Supporters and detractors of atrazine are clashing over EPA’s recently proposed interim registration decision, which would impose new label language to reduce spray drift but also would increase the concentration of the herbicide allowed in watersheds before corrective action is required.

The herbicide, whose primary manufacturer is Syngenta, is mainly used on corn, sorghum and sugarcane, and by many growers as part of their weed control programs. It is applied to about 75 million acres annually.

“I think it’s an essential tool in helping us reduce tillage,” said Chuck Foresman, an Illinois corn and soybean grower who is a former head of weed resistance strategies at Syngenta. (He's now retired.) “I grew up on a cultivator, and farmers don’t want to do that.”

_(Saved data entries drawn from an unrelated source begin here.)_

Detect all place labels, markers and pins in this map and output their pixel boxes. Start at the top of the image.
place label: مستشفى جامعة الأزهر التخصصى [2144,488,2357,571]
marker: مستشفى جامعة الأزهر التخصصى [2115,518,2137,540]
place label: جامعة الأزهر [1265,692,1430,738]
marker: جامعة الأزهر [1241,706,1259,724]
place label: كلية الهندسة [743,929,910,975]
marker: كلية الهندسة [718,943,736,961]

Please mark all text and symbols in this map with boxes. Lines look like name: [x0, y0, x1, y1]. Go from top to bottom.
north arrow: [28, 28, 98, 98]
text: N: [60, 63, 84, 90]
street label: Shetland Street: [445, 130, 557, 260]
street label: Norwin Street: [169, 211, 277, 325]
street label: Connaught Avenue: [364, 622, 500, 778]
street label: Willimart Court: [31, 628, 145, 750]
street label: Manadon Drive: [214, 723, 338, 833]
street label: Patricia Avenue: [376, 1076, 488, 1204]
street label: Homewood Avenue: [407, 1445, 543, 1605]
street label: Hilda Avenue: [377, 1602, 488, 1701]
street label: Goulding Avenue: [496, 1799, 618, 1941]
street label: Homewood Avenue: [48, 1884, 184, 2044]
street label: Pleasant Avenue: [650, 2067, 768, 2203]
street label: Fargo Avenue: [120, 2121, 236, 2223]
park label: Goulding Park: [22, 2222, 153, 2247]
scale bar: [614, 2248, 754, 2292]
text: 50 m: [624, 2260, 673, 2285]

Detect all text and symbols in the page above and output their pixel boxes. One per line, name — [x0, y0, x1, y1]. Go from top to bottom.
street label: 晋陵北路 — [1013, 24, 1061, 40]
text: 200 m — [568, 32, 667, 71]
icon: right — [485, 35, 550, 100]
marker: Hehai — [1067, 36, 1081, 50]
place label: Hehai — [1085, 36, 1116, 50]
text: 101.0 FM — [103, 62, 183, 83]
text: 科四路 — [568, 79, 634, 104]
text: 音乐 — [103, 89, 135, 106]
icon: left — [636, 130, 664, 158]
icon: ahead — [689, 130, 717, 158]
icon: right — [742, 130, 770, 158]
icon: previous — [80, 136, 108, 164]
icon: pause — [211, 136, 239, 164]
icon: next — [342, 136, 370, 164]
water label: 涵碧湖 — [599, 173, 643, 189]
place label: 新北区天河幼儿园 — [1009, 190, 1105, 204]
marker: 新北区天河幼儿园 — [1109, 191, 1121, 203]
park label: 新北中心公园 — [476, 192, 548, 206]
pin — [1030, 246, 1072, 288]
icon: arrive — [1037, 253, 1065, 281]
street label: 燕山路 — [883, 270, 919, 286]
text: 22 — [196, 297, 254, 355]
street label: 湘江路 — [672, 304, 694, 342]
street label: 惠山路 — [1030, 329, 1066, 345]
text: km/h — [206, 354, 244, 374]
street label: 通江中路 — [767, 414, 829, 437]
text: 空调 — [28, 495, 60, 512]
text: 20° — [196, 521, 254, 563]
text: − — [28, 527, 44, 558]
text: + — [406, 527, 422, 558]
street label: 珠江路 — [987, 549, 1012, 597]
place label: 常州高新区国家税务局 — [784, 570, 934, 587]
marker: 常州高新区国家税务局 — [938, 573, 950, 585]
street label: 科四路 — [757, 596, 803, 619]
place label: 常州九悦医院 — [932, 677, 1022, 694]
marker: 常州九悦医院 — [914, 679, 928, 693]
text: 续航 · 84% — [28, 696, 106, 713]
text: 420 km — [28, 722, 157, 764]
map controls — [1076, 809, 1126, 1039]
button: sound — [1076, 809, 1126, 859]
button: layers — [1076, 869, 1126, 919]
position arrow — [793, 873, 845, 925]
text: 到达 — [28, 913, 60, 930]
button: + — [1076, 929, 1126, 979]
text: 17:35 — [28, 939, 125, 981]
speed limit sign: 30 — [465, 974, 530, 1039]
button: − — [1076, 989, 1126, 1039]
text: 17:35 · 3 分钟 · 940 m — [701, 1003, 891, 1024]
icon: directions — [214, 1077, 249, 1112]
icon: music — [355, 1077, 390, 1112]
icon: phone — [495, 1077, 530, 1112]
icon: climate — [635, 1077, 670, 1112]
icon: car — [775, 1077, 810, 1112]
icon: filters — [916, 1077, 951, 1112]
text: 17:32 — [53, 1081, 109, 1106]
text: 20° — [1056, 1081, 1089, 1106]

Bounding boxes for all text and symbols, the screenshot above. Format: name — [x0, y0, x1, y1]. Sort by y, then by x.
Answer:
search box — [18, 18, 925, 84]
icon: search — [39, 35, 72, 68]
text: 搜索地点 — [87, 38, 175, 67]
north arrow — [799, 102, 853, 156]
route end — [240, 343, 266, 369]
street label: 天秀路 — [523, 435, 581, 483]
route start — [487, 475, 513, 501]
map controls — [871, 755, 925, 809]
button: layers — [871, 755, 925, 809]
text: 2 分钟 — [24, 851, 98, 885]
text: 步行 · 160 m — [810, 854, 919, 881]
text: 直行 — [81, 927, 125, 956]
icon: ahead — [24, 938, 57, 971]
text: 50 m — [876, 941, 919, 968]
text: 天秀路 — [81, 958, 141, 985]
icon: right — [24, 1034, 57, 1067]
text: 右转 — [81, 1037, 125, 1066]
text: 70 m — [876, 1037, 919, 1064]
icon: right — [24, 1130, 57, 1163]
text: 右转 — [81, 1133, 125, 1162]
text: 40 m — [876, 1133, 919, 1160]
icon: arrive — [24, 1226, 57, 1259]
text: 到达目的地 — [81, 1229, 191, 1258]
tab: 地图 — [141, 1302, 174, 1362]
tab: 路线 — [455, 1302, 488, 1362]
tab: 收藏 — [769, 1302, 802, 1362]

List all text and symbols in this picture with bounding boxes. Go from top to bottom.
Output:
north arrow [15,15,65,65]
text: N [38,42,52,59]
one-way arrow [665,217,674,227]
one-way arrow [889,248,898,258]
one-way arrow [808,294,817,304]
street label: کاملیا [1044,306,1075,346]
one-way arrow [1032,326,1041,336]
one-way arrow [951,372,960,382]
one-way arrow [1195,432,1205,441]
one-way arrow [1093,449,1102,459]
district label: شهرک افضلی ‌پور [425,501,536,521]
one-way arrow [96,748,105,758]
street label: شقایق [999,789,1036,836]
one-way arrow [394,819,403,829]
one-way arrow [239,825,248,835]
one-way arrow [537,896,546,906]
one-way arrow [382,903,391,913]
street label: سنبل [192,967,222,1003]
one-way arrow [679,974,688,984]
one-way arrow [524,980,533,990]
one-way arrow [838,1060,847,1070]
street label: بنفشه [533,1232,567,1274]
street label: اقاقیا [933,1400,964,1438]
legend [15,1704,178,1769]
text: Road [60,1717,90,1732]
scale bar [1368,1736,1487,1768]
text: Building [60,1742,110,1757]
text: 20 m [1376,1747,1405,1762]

Farm groups were pleased with EPA’s proposal, which reduces slightly the amount of atrazine that can be used on turf grass but did not alter the amount of the product that can be sprayed on crops. It adds new personal protective equipment requirements and requires an increase in droplet size to reduce drift.

“Atrazine helps farmers control weeds that rob field crops of nutrients, water, and sunlight,” said Missouri Corn Growers Association CEO Gary Marshall, also the chair of the Triazine Network. He said farmers “have dramatically reduced application rates of atrazine” and learned how to “efficiently and effectively use it to control weeds and to help implement conservation measures like no-till farming.”

But environmental groups said atrazine is widely present in surface and groundwater, particularly in the Midwest, and that EPA’s interim decision does not do nearly enough to protect either humans or aquatic life.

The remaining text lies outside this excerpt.